By now there was no sign of the other scooter. Back in the sodium light of the road he stopped again, visualizing the streets, putting himself in the other rider’s shoes. He rode off, sprinted along for a bit, then circled a roundabout, still thinking. He’d only get one shot at it … Then he knew: they’d be running north on Clanage Road then sneak back on the cycle path along the river. It was what he would do. He opened the throttle and dialled through the gears in pursuit. Traffic was light. Easily overtaking several cars he quickly reached the access point for the cycle path, a narrow stone bridge across the railway cutting.

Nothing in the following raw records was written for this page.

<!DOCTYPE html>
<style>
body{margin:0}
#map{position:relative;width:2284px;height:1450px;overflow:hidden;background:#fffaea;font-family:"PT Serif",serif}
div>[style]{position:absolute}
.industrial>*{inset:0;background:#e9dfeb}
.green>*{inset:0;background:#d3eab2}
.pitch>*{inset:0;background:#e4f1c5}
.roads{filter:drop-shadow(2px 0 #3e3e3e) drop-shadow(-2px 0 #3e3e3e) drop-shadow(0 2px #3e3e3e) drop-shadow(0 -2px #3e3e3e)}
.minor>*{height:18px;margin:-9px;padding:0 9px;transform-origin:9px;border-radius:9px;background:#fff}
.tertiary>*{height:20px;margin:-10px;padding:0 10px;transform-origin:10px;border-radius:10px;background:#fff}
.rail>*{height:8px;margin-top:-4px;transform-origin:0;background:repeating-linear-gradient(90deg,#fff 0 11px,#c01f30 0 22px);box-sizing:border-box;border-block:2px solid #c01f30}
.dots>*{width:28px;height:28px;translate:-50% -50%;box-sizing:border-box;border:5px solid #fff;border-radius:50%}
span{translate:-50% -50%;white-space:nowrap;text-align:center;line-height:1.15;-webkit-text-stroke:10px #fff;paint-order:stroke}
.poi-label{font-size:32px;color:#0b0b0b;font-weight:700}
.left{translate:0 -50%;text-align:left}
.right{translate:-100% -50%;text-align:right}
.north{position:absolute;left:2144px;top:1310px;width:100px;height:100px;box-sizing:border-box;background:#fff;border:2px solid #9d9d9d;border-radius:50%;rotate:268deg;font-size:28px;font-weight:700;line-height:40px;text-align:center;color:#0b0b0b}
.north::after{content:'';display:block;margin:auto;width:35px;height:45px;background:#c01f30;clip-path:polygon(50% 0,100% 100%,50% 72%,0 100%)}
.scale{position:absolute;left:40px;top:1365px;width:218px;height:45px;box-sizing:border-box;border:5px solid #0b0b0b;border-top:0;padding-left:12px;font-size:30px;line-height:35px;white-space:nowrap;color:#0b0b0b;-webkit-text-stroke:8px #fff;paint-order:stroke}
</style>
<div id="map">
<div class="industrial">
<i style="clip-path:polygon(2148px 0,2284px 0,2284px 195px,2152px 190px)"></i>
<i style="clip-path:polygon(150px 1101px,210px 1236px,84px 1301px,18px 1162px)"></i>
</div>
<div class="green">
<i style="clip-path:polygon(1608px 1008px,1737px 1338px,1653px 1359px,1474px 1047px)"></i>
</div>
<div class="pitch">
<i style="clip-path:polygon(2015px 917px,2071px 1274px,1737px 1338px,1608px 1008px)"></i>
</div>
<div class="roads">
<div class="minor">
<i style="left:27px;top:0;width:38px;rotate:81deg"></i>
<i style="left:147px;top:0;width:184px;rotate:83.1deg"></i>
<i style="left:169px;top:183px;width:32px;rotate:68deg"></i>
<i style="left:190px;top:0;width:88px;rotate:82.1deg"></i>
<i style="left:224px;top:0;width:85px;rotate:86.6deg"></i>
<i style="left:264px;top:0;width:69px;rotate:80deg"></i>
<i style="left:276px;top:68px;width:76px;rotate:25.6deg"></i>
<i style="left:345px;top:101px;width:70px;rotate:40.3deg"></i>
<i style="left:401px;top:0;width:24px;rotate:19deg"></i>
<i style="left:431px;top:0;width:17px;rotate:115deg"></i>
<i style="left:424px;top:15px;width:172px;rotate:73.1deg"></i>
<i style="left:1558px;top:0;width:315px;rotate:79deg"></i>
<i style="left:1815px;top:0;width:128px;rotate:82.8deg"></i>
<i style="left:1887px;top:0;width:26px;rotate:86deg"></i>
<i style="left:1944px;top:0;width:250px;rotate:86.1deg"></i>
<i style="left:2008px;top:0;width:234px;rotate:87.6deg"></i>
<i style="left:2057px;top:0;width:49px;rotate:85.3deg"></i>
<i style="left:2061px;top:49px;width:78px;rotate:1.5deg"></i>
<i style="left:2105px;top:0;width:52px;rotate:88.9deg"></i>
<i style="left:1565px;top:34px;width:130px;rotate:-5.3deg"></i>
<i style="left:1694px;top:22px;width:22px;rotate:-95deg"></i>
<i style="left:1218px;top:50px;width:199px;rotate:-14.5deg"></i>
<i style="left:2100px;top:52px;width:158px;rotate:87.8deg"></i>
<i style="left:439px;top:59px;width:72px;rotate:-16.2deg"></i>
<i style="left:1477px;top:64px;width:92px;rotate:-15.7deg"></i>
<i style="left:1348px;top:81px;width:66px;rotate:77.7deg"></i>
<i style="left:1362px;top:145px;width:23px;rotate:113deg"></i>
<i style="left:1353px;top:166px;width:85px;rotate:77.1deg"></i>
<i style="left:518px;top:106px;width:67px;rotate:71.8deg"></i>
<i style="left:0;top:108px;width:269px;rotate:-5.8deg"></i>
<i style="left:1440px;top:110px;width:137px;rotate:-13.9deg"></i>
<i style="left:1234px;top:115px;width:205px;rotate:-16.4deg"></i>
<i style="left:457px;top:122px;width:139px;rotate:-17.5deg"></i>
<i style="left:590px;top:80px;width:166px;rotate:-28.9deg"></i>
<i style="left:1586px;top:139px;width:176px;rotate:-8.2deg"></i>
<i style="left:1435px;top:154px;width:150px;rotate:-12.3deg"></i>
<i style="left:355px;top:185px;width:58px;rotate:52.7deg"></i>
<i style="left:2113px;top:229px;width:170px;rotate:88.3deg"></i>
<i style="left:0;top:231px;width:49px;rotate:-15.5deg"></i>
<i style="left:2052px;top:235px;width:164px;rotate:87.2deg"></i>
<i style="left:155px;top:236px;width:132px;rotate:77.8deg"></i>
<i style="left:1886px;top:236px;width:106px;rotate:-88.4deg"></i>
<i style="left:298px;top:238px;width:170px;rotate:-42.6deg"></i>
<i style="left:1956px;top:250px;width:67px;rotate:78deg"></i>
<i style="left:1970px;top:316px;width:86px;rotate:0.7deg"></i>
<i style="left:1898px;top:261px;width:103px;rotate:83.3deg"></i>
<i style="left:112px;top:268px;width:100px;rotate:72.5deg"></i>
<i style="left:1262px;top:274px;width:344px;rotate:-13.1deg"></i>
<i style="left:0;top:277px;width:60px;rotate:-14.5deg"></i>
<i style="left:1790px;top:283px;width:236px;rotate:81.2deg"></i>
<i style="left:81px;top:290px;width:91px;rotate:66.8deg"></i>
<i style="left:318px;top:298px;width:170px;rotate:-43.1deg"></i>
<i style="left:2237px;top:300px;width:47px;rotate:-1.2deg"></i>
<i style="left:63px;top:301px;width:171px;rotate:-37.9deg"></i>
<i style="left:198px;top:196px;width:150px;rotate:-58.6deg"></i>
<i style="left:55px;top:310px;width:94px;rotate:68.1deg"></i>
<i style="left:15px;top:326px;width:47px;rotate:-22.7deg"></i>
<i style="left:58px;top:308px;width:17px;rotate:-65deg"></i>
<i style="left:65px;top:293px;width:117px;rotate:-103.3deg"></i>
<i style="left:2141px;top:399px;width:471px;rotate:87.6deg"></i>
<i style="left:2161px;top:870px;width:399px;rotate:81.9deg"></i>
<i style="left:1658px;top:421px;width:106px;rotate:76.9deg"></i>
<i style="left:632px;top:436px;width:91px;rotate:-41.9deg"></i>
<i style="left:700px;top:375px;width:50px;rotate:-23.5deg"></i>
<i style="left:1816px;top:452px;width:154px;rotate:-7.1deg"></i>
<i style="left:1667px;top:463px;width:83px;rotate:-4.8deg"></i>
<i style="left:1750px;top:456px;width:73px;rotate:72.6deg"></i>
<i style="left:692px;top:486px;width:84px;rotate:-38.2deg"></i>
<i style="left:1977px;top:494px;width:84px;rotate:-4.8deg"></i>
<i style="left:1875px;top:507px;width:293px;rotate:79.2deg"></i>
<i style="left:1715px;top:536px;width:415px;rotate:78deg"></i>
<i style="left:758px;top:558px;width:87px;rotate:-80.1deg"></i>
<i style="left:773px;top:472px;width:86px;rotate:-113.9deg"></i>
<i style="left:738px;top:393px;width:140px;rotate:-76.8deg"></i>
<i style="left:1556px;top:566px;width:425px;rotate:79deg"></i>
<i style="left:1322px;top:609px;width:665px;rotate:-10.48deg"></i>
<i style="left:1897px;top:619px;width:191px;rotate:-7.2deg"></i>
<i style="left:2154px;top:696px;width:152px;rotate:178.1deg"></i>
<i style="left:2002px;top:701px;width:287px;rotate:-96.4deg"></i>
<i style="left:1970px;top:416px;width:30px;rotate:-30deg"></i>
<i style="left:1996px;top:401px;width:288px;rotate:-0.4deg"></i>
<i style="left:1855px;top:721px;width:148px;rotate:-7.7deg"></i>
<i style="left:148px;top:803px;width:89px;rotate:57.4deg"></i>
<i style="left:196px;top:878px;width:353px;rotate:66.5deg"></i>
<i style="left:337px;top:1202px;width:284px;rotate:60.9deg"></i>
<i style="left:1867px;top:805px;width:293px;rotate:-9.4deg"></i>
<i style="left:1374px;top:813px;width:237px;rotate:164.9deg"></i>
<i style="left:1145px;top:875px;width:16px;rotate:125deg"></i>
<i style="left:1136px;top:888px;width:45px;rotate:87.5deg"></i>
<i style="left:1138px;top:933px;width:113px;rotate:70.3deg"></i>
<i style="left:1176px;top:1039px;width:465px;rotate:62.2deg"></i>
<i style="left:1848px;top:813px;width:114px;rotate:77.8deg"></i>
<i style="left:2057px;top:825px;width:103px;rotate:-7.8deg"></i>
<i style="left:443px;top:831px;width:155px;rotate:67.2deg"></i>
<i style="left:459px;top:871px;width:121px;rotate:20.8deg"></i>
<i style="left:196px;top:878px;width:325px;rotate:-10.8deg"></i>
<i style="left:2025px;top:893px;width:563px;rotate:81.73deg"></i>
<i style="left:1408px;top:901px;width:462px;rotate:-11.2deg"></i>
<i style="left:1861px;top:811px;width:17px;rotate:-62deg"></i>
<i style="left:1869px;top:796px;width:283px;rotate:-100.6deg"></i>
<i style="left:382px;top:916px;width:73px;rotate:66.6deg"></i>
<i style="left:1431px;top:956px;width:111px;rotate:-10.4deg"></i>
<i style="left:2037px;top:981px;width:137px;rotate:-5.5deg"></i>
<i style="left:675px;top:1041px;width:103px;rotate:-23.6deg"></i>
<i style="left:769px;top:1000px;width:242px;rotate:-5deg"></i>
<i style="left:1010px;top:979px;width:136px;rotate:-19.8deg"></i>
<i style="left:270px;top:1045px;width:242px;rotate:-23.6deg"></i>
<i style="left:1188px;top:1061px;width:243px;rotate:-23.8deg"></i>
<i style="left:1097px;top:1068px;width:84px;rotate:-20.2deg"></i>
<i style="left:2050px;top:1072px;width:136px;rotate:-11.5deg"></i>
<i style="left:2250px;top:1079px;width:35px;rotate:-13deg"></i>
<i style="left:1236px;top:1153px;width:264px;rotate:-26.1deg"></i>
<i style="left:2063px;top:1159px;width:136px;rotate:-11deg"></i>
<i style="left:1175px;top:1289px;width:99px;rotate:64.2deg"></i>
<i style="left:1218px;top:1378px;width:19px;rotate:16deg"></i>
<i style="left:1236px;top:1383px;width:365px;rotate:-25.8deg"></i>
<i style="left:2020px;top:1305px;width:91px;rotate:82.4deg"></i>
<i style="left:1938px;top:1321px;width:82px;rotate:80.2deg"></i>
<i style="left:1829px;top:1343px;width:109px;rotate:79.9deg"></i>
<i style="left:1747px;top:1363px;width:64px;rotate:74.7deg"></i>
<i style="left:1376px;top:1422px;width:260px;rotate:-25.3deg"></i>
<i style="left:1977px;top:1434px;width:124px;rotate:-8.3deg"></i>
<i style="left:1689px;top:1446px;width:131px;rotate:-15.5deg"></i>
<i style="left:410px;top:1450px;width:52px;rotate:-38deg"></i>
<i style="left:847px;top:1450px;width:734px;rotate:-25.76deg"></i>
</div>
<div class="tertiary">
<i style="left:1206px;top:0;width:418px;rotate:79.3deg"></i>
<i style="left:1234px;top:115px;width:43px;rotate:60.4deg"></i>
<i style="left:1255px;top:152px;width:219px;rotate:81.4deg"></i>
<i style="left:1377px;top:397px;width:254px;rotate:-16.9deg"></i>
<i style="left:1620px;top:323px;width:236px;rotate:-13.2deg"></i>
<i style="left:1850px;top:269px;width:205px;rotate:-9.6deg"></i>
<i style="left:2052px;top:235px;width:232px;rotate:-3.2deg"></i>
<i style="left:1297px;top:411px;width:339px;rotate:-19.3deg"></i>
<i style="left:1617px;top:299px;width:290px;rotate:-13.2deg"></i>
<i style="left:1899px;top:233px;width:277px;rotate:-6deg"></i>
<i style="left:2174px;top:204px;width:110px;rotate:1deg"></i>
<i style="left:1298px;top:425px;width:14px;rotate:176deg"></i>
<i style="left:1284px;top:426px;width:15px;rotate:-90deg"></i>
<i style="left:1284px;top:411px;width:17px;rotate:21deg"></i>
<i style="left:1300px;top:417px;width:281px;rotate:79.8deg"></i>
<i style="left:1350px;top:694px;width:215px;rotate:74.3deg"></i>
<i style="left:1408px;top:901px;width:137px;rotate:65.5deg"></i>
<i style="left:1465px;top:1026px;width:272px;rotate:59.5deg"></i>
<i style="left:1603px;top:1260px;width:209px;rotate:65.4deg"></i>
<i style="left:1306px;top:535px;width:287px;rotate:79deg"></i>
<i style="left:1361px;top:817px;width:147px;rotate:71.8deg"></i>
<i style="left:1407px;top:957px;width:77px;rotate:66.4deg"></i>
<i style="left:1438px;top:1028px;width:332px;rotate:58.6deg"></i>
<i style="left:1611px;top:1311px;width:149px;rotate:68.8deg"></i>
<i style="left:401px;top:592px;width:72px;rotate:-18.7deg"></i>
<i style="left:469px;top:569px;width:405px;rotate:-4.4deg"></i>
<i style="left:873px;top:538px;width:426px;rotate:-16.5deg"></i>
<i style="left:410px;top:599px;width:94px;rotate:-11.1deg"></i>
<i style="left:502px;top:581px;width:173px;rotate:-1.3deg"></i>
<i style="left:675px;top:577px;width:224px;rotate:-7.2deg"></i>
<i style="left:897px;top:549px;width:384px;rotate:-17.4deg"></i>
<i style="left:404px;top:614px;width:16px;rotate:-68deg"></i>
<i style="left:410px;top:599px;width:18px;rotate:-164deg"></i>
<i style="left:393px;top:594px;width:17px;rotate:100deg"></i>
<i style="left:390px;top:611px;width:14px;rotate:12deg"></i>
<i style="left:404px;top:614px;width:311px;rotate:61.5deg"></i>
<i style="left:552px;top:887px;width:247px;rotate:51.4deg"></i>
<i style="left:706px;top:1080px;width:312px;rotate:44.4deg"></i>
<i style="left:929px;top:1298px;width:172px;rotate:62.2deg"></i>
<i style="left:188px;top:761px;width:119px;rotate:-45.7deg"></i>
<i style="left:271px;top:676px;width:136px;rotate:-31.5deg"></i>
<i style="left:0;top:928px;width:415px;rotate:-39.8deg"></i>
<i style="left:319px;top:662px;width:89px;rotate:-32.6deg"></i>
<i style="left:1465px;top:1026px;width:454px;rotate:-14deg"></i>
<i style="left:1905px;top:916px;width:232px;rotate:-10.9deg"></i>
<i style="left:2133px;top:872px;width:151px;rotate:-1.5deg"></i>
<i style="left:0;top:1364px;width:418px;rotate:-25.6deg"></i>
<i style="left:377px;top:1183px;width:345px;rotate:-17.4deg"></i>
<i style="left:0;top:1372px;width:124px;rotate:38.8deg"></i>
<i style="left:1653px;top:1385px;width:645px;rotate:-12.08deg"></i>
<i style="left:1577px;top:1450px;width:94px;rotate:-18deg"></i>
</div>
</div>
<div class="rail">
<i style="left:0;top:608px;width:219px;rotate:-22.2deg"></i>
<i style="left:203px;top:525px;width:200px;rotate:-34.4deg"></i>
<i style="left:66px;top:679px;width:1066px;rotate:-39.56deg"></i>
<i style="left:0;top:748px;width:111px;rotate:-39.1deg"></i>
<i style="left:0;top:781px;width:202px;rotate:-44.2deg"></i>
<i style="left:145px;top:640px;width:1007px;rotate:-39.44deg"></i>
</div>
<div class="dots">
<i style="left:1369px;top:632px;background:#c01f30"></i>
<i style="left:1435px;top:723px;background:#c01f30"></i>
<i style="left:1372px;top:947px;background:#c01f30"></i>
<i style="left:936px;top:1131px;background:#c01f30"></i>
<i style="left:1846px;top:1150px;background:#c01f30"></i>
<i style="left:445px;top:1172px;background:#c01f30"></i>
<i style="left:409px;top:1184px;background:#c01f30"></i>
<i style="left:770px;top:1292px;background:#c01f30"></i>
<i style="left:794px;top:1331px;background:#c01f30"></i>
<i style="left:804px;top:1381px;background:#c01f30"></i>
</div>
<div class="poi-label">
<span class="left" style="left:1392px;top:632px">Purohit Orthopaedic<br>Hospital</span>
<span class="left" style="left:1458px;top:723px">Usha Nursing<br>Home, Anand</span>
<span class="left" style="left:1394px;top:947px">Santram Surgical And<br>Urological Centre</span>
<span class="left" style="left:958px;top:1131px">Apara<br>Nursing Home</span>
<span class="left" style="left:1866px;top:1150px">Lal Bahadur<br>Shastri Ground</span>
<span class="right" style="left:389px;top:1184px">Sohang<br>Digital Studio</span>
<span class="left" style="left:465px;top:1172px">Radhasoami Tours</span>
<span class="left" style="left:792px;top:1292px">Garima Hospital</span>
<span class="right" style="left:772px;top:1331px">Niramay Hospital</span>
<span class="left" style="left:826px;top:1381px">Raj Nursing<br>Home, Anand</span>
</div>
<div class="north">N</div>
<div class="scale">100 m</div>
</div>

Like magic their solitary rear light came into view after only a few moments on the cycle path. ‘Shouldn’t have stopped to chat, boys.’ They were running fast from the sound of the pursuing bike. Despite his efforts he lost direct sight of his quarry several times, such was the speed at which the fleeing rider negotiated the turns of the narrow path. Surely the guy had to crash out any second now even without his help? Should he let him go, return to the crashed riders and make sure of those two? He slowed down. Call an ambulance? They might need one. At least he hoped they needed one.

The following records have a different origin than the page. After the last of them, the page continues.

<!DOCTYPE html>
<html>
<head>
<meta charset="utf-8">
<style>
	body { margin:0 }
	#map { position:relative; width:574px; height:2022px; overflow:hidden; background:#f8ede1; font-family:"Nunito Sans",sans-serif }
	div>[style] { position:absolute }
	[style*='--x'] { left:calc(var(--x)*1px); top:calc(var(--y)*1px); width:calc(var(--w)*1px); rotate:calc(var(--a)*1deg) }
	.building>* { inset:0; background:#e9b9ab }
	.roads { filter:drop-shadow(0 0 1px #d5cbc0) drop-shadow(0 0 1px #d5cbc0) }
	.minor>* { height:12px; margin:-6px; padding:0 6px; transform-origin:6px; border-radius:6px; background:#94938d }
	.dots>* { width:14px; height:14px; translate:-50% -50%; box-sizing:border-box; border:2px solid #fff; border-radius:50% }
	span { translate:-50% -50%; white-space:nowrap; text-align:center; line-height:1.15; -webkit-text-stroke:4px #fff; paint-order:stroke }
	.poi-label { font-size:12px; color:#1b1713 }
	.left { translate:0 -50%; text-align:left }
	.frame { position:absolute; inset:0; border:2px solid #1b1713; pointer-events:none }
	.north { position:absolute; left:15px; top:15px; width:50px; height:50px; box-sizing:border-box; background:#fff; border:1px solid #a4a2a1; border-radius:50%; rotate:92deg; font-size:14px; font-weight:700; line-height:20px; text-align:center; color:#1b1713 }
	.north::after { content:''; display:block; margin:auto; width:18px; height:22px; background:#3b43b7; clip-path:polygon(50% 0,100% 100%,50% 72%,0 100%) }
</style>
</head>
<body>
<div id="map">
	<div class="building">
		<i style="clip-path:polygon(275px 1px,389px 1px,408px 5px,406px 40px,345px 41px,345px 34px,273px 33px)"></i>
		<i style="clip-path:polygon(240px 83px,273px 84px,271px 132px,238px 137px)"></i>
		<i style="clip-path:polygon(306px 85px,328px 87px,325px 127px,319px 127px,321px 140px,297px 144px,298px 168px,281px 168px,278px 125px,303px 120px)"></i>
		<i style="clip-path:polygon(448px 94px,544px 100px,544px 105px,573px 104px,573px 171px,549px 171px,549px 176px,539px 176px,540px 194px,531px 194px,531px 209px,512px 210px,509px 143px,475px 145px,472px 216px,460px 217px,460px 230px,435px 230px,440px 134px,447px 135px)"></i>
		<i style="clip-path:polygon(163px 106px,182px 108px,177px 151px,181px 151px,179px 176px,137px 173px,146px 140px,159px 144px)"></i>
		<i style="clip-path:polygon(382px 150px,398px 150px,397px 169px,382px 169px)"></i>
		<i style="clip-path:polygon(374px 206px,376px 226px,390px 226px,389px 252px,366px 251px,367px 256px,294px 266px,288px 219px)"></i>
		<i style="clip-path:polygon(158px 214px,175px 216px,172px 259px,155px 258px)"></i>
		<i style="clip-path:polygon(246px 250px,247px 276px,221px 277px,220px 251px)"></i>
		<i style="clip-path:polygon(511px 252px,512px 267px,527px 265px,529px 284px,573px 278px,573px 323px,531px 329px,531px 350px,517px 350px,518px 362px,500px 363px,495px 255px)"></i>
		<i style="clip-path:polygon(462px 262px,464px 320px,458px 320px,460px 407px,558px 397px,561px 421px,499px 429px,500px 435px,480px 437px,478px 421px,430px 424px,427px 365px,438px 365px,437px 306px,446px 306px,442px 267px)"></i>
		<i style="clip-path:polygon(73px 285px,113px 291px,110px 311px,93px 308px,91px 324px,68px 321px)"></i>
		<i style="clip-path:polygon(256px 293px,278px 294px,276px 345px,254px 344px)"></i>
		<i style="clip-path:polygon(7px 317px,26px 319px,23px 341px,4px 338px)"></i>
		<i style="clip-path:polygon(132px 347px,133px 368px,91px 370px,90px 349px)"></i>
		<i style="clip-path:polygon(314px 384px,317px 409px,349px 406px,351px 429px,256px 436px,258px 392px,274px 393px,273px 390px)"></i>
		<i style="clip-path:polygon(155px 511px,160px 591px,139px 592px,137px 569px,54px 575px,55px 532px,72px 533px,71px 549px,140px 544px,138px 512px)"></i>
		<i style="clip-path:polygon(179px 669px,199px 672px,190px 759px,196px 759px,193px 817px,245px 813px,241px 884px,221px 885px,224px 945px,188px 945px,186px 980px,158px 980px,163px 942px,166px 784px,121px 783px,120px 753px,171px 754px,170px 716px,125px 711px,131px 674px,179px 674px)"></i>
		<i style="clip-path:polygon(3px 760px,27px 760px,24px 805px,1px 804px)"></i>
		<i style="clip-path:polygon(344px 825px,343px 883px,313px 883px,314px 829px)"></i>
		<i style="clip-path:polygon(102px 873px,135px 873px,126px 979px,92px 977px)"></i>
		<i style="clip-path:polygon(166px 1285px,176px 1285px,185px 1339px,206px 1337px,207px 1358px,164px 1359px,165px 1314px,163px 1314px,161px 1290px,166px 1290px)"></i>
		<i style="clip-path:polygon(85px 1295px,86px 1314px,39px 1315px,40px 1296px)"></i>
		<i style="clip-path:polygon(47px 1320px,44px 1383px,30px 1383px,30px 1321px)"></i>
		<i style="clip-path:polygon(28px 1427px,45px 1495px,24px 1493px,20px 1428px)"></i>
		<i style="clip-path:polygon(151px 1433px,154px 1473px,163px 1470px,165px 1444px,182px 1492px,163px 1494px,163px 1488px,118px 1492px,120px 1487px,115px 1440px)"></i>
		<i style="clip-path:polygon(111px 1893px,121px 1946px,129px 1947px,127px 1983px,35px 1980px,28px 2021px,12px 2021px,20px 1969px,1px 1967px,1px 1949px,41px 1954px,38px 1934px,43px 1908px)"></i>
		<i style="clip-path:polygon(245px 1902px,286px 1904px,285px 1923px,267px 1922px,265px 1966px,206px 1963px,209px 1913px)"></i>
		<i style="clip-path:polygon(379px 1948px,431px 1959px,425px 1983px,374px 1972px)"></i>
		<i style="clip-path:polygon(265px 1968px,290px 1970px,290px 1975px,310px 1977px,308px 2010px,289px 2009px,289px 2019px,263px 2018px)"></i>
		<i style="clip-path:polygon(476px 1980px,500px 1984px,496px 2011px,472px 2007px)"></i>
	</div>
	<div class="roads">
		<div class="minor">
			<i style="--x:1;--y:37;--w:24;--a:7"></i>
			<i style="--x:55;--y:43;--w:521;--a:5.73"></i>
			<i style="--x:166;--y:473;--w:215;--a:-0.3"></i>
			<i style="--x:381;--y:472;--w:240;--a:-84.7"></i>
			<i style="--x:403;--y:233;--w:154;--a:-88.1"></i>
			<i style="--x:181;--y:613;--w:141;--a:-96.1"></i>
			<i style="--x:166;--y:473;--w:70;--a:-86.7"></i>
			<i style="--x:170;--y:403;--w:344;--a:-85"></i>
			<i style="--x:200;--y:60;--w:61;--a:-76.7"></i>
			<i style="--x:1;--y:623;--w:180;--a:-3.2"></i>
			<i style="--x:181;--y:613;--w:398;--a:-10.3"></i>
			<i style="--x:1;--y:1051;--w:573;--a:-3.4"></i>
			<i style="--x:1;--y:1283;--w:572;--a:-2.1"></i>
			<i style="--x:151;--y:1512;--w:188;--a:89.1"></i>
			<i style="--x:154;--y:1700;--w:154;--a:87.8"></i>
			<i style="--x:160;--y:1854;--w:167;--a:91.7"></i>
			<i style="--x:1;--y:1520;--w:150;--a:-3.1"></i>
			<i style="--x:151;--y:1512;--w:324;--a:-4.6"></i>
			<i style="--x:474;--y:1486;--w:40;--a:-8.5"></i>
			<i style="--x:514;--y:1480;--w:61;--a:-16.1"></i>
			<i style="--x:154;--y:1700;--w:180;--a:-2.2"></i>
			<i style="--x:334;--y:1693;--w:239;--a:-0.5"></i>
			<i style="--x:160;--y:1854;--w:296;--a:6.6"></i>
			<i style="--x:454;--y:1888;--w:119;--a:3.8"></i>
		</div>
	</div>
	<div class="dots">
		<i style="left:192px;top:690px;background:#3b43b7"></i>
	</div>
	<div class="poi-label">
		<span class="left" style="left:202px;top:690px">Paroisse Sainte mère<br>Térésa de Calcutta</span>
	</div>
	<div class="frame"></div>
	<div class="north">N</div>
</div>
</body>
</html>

What was he thinking? They could use a bloody mobile and call their own. He speeded up again. Here the cycle path skirted the river which was at high tide and swollen from weeks of relentless rain. There was no exit until the harbour basin, they didn’t stand a chance, he would soon
catch up, just had to concentrate now. Vegetation to the right, the river close to the left, Sorbie knew at these speeds there was little margin for error. He put a spurt on, getting flayed by the vegetation crowding the path. He nearly had them now, bouncing along at panic speeds. Sorbie opened the throttle further. Each time the fleeing rider looked over his shoulder to measure the ever-closing distance to his pursuer the scooter weaved dangerously on the narrow path. Nearby streetlights now illuminated parts of it and the dark, muddy waters of the turgid river. He closed the gap. Twenty … ten … five yards, this was it, he had them now. Sorbie got ready, his foot itching to deliver the kick that would destabilize the scooter. The pillion turned round, his face invisible behind the visor, but his panic obvious as he slapped the rider’s shoulder. The rider looked back and in doing so swerved right. Trying to straighten up he overcompensated and ran out of road. As the scooter carried rider and pillion over the water’s edge at over 40 mph each assumed a separate trajectory. The scooter buried itself in the black waters with a crash and hiss, followed by the rider’s somersault. The pillion hit the surface in a helpless tangle.